(PROVIDED DATA)
▬▬▬

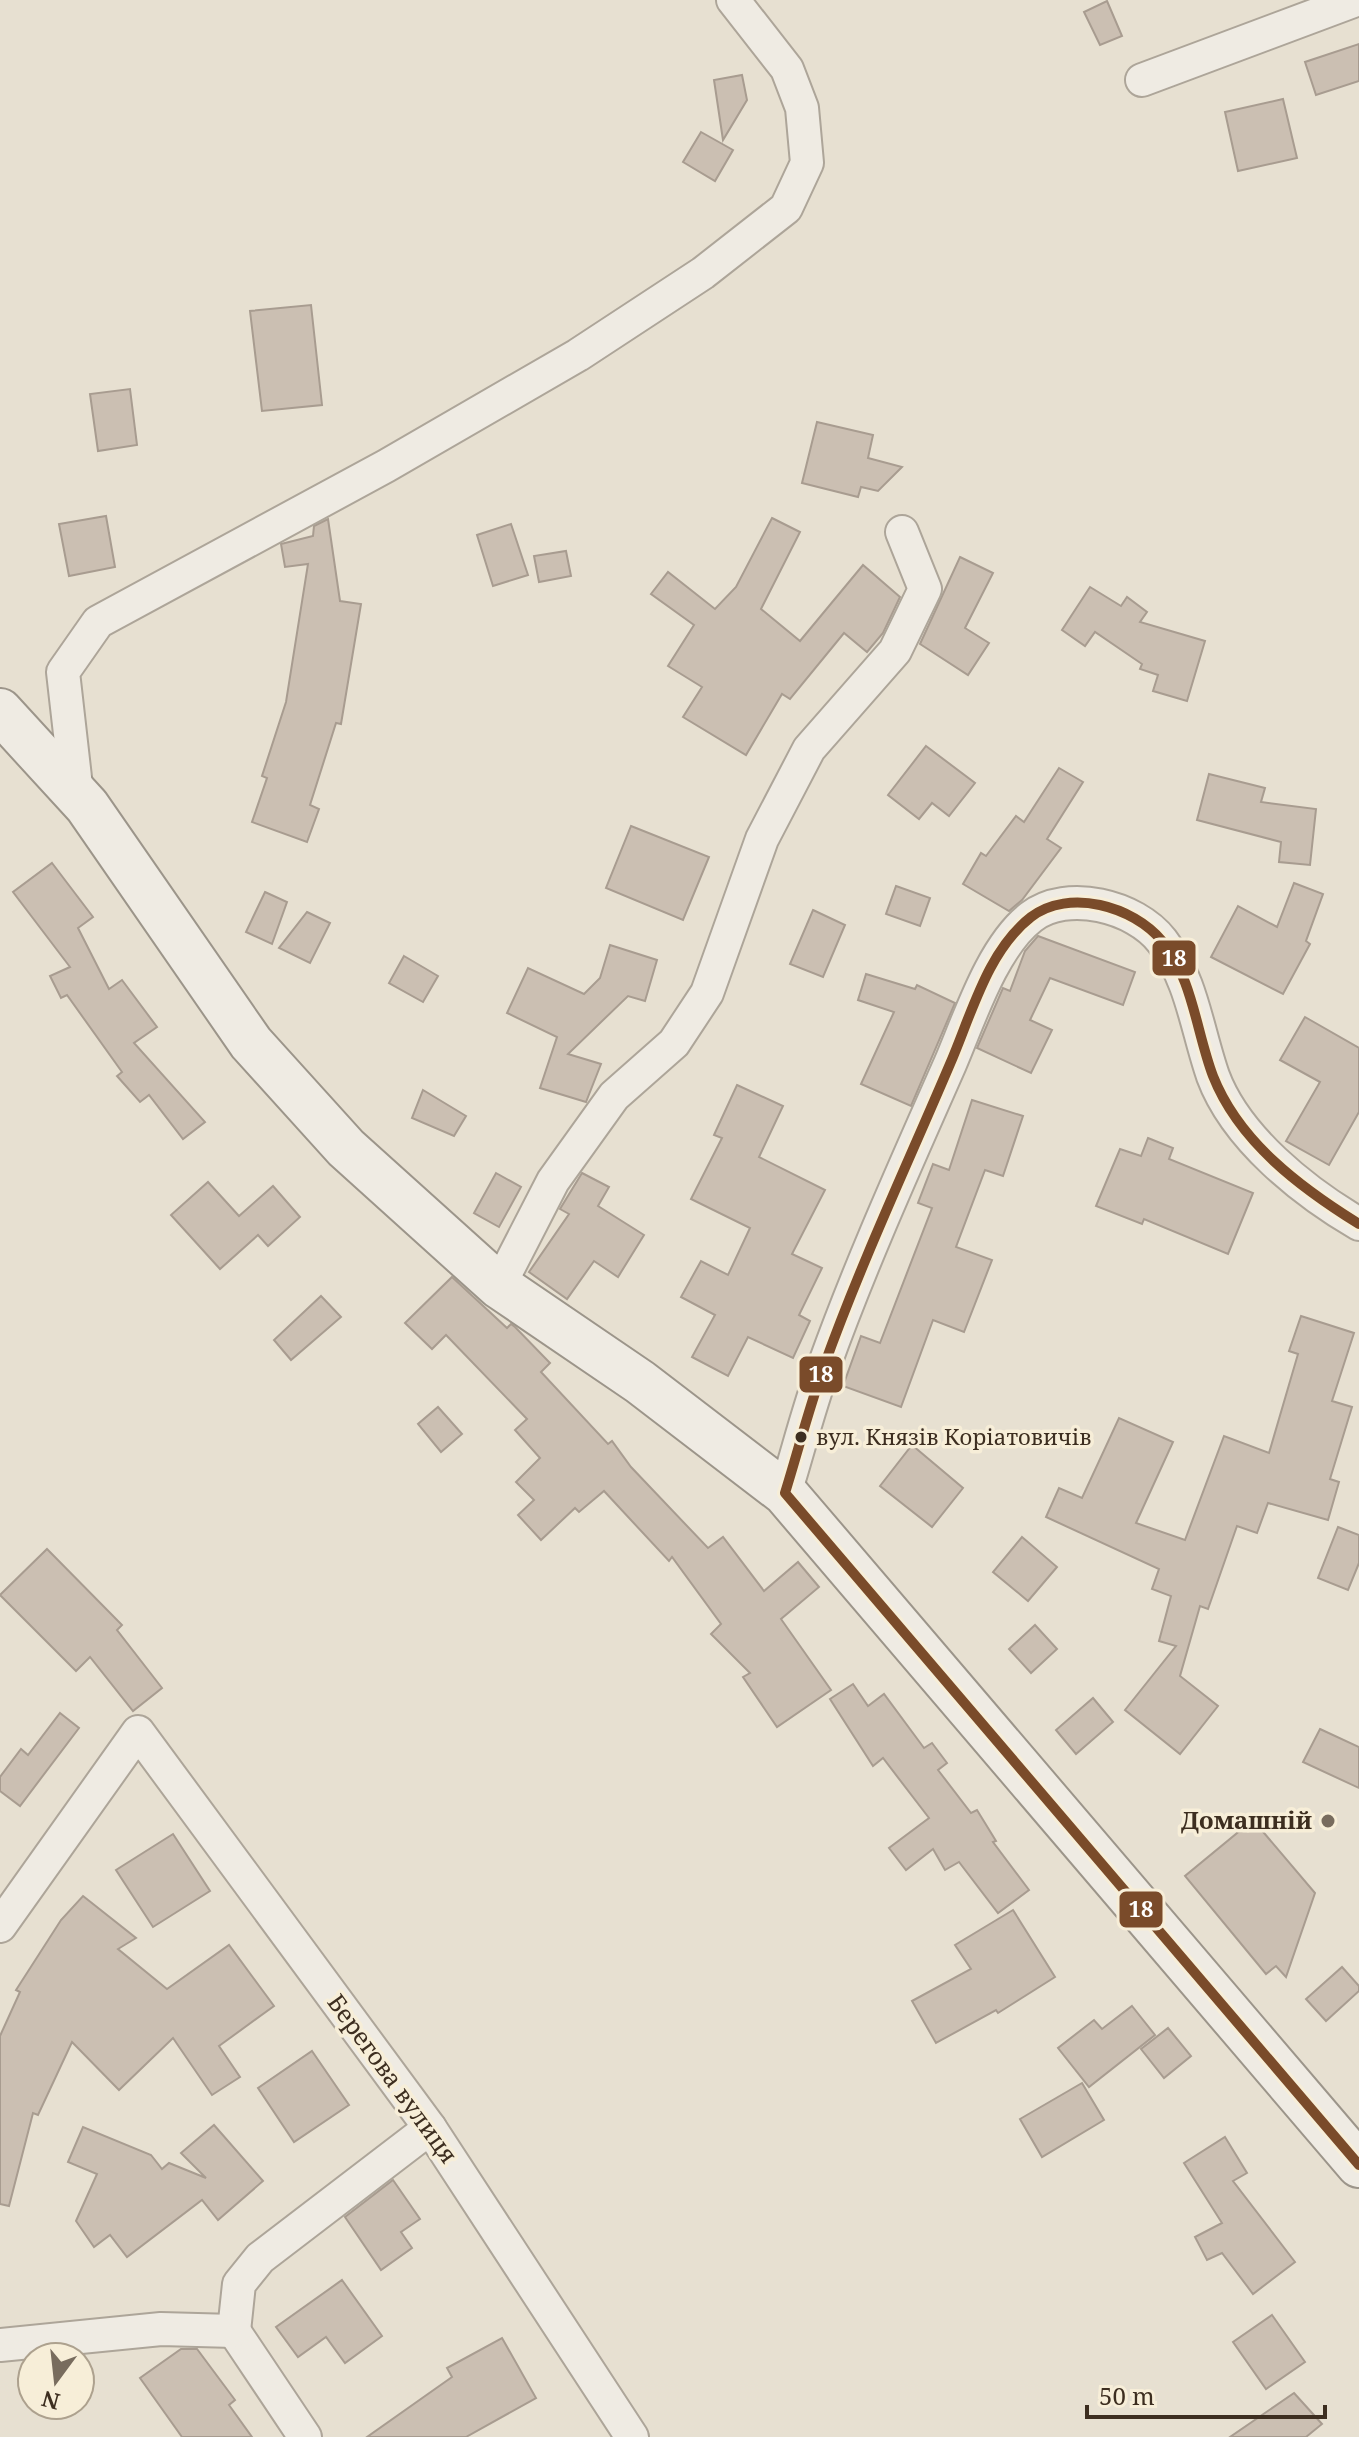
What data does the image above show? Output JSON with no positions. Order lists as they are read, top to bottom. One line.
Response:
{"streets":{"street":["Берегова вулиця"]},"places":["вул. Князів Коріатовичів","Домашній"],"lines":["transit line 18"],"scale_bar":"50 m","north":"bottom"}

▬▬▬

(TASK ITEM)
Give an exact copy of the material, leaving out every picture.

(RESULT OF THIS EXERCISE)
What data does the image above show? Output JSON with no positions. Order lists as they are read, top to bottom. One line.
Response:
{"streets":{"street":["Берегова вулиця"]},"places":["вул. Князів Коріатовичів","Домашній"],"lines":["transit line 18"],"scale_bar":"50 m","north":"bottom"}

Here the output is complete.